OpenAI Expands into Video with the Introduction of Sora AI Model
OpenAI, the pioneering artificial intelligence (AI) company behind the immensely popular ChatGPT, is making its foray into the world of video with the launch of its latest AI model, Sora. Building on the success of DALL-E, OpenAI’s image generation AI tool, Sora allows users to input their desired scene and receive a high-resolution video clip in return. In addition to generating video clips from still images, Sora can enhance existing videos and fill in missing frames.

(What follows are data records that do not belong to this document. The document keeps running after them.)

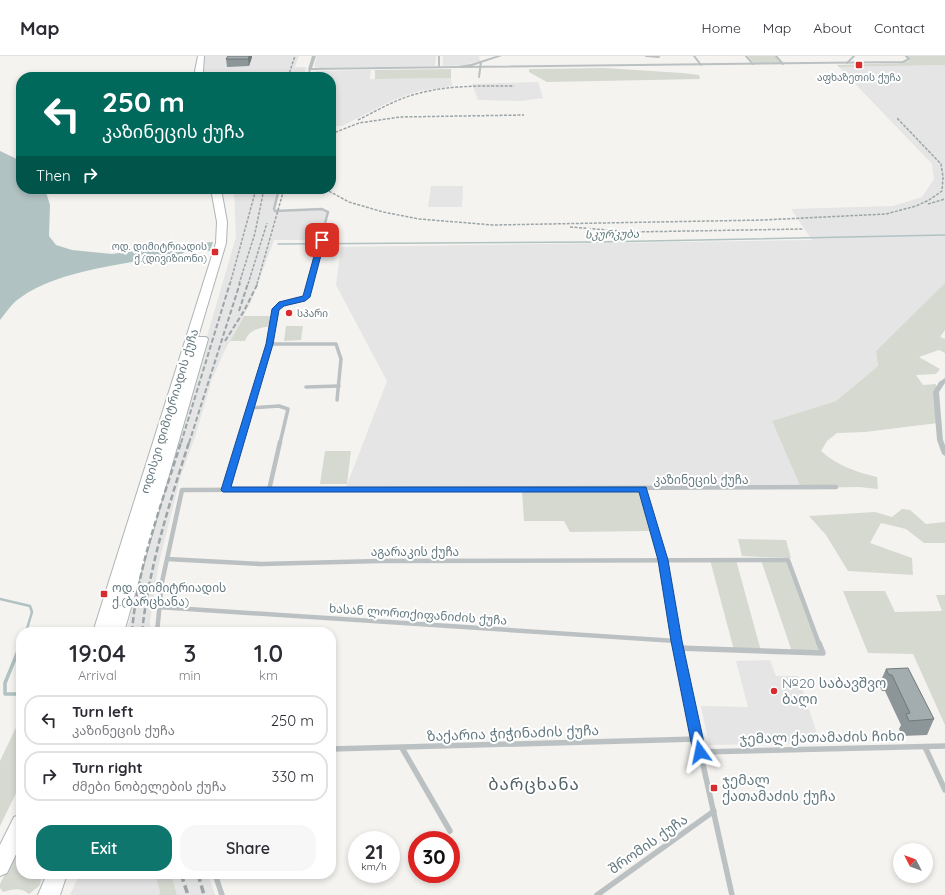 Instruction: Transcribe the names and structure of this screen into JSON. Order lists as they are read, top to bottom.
{
  "streets": {
    "main road": ["ოდისეი დიმიტრიადის ქუჩა"],
    "street": [
      "კაზინეცის ქუჩა",
      "აგარაკის ქუჩა",
      "ხასან ლორთქიფანიძის ქუჩა",
      "ზაქარია ჭიჭინაძის ქუჩა",
      "ჯემალ ქათამაძის ჩიხი",
      "შრომის ქუჩა"
    ]
  },
  "crossings": [
    ["კაზინეცის ქუჩა", "აგარაკის ქუჩა"]
  ],
  "districts": ["ბარცხანა"],
  "water": ["სკურკუბა"],
  "places": {
    "transit": [
      "აფხაზეთის ქუჩა",
      "ოდ. დიმიტრიადის ქ.(დივიზიონი)",
      "ოდ. დიმიტრიადის ქ.(ბარცხანა)",
      "ჯემალ ქათამაძის ქუჩა"
    ],
    "other": ["სპარი", "№20 საბავშვო ბაღი"]
  },
  "north": "top left",
  "page": {
    "header": "Map",
    "nav": [
      "Home",
      "Map",
      "About",
      "Contact"
    ],
    "turn": ["250 m", "კაზინეცის ქუჩა"],
    "then": "Then",
    "eta": [
      "19:04",
      "Arrival",
      "3",
      "min",
      "1.0",
      "km"
    ],
    "list": [
      {
        "name": "Turn left",
        "note": "კაზინეცის ქუჩა",
        "value": "250 m"
      },
      {
        "name": "Turn right",
        "note": "ძმები ნობელების ქუჩა",
        "value": "330 m"
      }
    ],
    "buttons": ["Exit", "Share"],
    "speed": "21 km/h",
    "limit": "30"
  }
}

As chatbots and image generators have already found their way into consumer and business applications, video seems to be the next logical frontier for generative AI. However, the rise of AI-generated deepfakes has raised concerns about the potential for misinformation. According to machine learning company Clarity, the number of AI-generated deepfakes increased by a staggering 900% year-over-year.
To compete in this emerging field, OpenAI is taking on video generation AI tools from industry giants like Meta and Google, who recently announced their own offerings, Lumiere. Startups like Stability AI with their product Stable Video Diffusion, and even Amazon with Create with Alexa, have also entered the video generation space.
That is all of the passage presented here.